S i l’on vote, c’est bien parce qu’on pense que cela sert à quelque chose. Sinon, on s’abstient et on prône même l’abstention (« Élection-trahison ! »). Les variations très importantes du taux d’abstention selon les scrutins révèlent d’ailleurs l’appréciation que les électeurs portent sur l’utilité de telle ou telle consultation.
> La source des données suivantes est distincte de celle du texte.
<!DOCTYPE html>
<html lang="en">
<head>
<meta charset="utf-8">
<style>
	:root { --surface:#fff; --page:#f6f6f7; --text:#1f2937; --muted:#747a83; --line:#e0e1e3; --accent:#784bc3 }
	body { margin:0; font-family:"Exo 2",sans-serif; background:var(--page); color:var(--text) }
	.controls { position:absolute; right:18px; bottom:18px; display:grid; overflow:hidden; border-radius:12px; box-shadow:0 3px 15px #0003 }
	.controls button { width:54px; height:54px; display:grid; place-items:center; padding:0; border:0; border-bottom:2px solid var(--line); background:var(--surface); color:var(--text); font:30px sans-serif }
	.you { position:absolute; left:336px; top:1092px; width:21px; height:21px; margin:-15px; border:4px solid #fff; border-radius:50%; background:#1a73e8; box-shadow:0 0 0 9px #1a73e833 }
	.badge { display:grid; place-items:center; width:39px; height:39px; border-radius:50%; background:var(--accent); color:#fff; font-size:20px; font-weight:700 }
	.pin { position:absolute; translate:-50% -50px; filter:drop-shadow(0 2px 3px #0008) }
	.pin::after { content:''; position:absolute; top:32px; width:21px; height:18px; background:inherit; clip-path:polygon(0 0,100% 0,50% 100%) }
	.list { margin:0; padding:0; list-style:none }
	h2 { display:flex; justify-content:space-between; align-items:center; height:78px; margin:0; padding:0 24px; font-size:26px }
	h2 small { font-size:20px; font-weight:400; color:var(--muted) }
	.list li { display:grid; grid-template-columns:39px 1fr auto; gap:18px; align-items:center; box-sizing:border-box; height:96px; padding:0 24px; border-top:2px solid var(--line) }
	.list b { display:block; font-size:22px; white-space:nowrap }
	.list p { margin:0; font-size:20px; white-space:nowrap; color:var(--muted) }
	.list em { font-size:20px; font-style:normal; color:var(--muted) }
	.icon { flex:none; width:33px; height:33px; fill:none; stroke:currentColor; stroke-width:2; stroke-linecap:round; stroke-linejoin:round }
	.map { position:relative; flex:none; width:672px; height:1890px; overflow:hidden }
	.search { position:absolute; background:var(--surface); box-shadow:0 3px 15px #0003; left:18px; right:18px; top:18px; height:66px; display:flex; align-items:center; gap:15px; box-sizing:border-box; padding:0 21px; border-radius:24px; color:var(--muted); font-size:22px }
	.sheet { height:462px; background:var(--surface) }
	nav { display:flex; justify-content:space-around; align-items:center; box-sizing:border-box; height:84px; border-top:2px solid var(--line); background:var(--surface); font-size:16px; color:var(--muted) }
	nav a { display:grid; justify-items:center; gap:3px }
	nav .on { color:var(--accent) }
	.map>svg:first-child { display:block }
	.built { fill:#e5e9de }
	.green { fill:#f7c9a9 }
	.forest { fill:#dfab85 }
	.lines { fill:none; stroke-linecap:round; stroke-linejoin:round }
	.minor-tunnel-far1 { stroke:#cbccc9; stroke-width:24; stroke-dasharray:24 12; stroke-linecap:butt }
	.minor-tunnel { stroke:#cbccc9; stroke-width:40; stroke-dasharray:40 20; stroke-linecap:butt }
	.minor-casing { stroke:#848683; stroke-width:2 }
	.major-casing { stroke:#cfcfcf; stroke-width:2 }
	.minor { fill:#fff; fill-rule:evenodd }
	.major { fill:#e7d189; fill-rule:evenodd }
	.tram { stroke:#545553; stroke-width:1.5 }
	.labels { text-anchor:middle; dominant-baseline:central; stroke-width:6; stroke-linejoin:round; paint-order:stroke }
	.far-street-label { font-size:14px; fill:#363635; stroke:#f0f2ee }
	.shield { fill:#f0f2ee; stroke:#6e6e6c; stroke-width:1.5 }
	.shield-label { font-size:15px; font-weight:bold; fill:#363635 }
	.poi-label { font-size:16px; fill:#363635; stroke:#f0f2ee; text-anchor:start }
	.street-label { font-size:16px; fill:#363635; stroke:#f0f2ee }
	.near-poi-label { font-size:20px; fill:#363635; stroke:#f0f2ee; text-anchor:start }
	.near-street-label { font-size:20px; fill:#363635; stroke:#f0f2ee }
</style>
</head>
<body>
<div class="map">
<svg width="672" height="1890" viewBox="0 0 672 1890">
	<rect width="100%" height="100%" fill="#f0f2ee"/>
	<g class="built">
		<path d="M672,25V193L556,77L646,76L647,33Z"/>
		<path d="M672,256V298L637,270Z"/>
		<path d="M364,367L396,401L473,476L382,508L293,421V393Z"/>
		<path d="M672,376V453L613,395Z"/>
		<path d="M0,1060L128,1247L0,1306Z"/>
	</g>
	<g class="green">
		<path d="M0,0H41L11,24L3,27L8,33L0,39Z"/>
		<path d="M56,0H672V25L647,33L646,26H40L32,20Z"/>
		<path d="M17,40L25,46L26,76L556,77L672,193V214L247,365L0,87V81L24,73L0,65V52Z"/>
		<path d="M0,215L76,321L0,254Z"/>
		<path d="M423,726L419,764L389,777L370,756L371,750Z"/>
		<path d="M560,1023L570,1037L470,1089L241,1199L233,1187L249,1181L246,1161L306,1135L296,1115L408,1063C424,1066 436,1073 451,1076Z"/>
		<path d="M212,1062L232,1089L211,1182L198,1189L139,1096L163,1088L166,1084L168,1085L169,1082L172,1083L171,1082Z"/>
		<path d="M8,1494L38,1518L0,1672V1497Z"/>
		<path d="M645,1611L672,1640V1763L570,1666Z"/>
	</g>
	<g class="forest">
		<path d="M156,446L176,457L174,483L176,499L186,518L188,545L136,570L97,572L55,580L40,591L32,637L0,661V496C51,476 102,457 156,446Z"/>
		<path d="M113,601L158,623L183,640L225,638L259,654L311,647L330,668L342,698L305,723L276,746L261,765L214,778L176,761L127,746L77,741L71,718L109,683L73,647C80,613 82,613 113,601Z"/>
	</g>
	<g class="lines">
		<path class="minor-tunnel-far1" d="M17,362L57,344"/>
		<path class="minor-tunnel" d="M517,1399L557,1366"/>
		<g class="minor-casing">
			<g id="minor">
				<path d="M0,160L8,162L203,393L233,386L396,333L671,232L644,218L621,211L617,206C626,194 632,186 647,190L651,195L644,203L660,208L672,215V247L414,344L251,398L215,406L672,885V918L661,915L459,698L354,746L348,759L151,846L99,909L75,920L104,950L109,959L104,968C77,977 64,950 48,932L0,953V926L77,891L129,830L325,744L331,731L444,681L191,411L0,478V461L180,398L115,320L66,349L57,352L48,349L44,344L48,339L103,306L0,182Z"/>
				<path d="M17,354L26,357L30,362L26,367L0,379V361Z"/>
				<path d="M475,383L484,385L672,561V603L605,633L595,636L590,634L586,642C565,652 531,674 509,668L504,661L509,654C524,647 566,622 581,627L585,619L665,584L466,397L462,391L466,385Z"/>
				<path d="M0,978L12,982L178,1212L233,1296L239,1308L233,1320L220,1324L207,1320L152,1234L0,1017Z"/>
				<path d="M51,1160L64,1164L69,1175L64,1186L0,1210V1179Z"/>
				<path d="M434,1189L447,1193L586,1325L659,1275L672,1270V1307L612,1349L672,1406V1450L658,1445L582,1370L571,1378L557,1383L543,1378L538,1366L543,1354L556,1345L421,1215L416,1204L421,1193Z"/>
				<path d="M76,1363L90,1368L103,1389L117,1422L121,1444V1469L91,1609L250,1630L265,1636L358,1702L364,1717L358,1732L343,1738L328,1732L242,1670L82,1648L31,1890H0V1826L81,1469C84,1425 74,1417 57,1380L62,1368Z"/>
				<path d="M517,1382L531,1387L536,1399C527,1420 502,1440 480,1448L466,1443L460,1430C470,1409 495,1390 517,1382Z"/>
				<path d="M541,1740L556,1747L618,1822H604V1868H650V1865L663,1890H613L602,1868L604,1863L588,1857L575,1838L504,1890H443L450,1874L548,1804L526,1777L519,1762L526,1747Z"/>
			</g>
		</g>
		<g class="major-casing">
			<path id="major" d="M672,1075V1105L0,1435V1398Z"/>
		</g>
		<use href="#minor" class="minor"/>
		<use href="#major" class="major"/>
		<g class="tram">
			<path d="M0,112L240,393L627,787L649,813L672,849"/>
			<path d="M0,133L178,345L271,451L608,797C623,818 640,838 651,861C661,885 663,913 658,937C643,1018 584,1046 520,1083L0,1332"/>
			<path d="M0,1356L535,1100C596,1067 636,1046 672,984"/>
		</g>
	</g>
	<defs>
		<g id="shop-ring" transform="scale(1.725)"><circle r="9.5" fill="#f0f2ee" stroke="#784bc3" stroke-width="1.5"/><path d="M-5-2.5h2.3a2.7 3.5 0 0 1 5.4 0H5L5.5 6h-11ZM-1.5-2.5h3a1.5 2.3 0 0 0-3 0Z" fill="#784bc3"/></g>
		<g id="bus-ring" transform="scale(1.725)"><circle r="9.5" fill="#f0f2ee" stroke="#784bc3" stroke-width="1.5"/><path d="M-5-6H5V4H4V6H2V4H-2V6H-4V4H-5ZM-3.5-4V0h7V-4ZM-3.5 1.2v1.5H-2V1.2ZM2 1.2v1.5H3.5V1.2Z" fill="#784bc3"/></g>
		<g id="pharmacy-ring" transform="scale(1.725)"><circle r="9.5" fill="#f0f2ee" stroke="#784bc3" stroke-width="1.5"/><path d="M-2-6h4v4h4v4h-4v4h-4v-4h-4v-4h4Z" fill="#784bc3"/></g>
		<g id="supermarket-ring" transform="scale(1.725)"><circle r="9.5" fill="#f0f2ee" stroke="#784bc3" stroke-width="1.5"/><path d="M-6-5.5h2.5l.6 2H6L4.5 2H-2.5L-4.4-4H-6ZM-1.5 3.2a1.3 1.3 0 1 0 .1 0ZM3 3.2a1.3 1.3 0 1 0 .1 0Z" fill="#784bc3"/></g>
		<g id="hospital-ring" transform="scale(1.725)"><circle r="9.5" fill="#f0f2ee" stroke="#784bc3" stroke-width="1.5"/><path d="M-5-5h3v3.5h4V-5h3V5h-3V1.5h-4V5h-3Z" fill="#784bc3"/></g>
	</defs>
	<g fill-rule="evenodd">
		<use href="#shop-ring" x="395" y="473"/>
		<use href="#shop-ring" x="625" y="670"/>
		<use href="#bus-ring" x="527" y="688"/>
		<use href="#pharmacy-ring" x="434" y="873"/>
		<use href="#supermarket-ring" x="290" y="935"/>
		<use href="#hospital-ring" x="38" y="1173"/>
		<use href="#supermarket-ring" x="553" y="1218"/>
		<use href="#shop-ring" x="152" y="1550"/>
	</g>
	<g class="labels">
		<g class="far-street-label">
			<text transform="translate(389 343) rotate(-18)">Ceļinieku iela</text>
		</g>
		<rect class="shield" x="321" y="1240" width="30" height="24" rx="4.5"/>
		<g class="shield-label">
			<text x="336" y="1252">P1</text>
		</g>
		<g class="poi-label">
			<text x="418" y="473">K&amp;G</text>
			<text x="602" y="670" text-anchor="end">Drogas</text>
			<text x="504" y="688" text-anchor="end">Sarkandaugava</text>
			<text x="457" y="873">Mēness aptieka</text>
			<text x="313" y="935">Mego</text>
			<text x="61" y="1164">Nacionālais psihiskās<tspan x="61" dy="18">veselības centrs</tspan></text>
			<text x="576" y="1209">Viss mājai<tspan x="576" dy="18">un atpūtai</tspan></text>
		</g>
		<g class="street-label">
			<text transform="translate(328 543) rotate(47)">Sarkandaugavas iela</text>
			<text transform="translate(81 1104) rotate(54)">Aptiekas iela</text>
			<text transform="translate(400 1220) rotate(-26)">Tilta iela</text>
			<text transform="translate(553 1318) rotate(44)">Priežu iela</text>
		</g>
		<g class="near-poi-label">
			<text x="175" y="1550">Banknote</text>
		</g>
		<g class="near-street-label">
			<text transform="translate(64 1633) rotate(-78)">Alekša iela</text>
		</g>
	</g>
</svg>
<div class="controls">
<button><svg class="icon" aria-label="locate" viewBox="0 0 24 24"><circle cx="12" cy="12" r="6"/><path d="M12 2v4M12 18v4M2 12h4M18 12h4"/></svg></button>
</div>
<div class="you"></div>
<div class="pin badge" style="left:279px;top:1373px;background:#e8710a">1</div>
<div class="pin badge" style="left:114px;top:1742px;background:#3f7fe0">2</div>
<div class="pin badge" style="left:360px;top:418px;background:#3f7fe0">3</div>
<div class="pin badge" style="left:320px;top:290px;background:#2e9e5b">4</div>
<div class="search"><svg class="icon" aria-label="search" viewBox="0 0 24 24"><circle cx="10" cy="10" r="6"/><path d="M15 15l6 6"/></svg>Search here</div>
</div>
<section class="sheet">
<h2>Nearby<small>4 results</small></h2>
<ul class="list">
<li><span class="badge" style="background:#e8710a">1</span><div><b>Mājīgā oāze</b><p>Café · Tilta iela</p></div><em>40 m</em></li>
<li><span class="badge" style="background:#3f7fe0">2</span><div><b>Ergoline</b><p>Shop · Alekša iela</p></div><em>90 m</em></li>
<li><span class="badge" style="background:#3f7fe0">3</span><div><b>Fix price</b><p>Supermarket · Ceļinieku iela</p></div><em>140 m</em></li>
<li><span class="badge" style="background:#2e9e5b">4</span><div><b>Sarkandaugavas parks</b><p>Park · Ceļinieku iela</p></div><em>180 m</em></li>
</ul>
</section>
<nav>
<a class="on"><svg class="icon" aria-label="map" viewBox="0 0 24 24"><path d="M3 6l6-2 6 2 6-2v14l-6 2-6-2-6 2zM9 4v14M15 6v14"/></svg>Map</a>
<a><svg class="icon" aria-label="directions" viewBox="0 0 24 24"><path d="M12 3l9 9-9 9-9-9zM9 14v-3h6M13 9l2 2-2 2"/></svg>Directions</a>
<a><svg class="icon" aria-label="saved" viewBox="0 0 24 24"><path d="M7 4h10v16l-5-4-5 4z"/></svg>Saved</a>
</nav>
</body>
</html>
L’utilité du vote a été conçue de façons diverses au cours du temps. En outre, dans l’ensemble des électeurs, tous, à un moment donné, n’ont pas forcément la même conception de l’utilité de leur vote, et sans doute aussi, chez un même électeur, plusieurs conceptions peuvent coexister de façon plus ou moins consciente. Elles peuvent être naturellement instrumentalisées par les candidats. Ces différentes visions se regroupent en deux catégories principales, l’une qui privilégie, pour des raisons très variées d’ailleurs, la personne du candidat, l’autre, celle du vote politique.   

Intérêt immédiat, déférence, vote plébiscitaire

 

Au XIXe siècle, à l’époque du Second Empire, chez les électeurs les moins politisés et dans les milieux ruraux, on a pu considérer que l’élection était une occasion d’obtenir d’un candidat des avantages immédiats sous forme de dons d’argent, de libations et agapes diverses, ou bien qu’elle devait donner lieu à des  cadeaux  aux communes (pour une fontaine, une voiture de pompiers, etc.). Si les abus en cette matière furent sanctionnés et si ces pratiques devinrent moins voyantes, sous la Troisième République, les élus républicains eux-mêmes n’hésitèrent pas parfois à faire valoir auprès des électeurs les avantages concrets qu’ils pouvaient  leur apporter.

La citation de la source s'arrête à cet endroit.